Using surface staining for CD27, CD45RO, and CD57, we arbitrarily divided the HIV-2-specific CD4+ T cell response into seven distinct subsets of memory CD4+ T cells (Fig. 2B, subsets A–G). Eighty percent of total peripheral blood memory CD4+ T cells from HIV-2-infected individuals were found to have a surface phenotype that fell within subsets A and B and are principally central memory (Fig. 2C) [28]. These cells lacked expression of CD57 and were CD27+ or CD27intermediate and expressed intermediate to high levels of CD45RO. HIV-2-specific CD4+ T cells also predominantly had the characteristic “central memory” phenotype. However, 20% of HIV-2-specific CD4+ T cells were distinguished phenotypically by intermediate expression of both CD27 and CD45RO, and lack of surface CD57 expression (subset C), a phenotype not prominent among total peripheral blood CD4+ T cells. An additional 10% of HIV-2-specific CD4+ T cells were terminally differentiated, as assessed by expression of CD57 (subsets E–G).

We observed an association between polyfunctional HIV-2-specific CD4+ T cells and stage of phenotypic differentiation. Among the polyfunctional 4+ population, a median 60% of cells fell within phenotypic subsets E–G (Fig. 2D). A similar trend was seen in the 3+ population, where a greater proportion of these cells were at more advanced stages of differentiation. In contrast, we observed the opposite trend for 2+ cells: The majority of these cells were found among the less differentiated phenotypic subsets A–C.
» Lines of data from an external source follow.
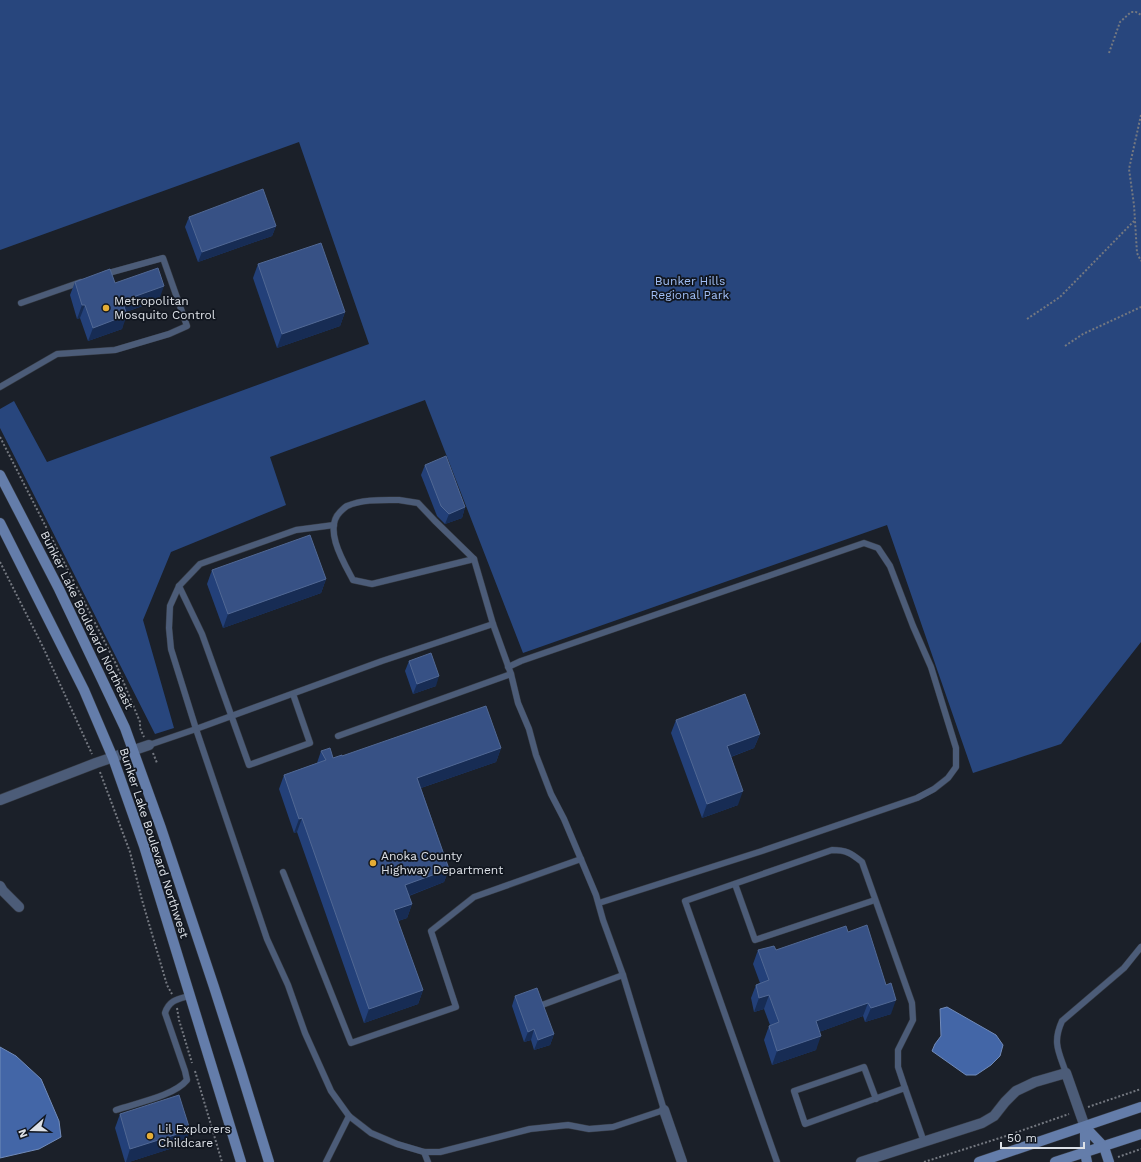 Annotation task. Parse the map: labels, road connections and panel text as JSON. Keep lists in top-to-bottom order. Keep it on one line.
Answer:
{"streets":{"main road":["Bunker Lake Boulevard Northeast","Bunker Lake Boulevard Northwest"]},"crossings":[["Bunker Lake Boulevard Northeast","Bunker Lake Boulevard Northwest"]],"parks":["Bunker Hills Regional Park"],"places":["Metropolitan Mosquito Control","Anoka County Highway Department","Lil Explorers Childcare"],"scale_bar":"50 m","north":"left"} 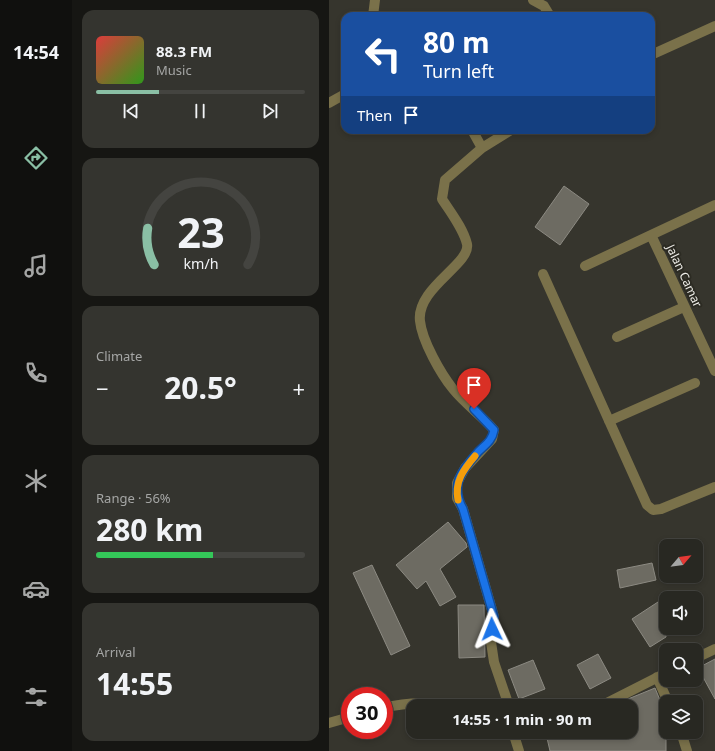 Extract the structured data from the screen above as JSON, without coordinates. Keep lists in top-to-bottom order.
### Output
{
  "streets": {
    "street": ["Jalan Camar"]
  },
  "north": "top right",
  "page": {
    "tabs": "14:54",
    "turn": ["80 m", "Turn left"],
    "song": ["88.3 FM", "Music"],
    "then": "Then",
    "tile": [
      "Climate",
      ["Range · 56%", "280 km"],
      ["Arrival", "14:55"]
    ],
    "heat": ["−", "20.5°", "+"],
    "limit": "30",
    "trip": "14:55 · 1 min · 90 m",
    "gauge": ["23", "km/h"]
  }
}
We also observed that MIP-1β and CD107a were over-represented functions among cells at later stages of differentiation. Greater than 50% of HIV-2-specific CD4+ T cells in phenotypic subsets E–G produced MIP-1β on stimulation with overlapping Gag peptides. In contrast, only a small proportion of less differentiated cells produced MIP-1β or CD107a (Fig. 2E). There appeared to be an inverse trend among IL-2-producing cells, which were proportionally more represented among phenotypically less differentiated cells. There was no apparent association between function and phenotype among IFN-γ or TNF-α-producing CD4+ T cells.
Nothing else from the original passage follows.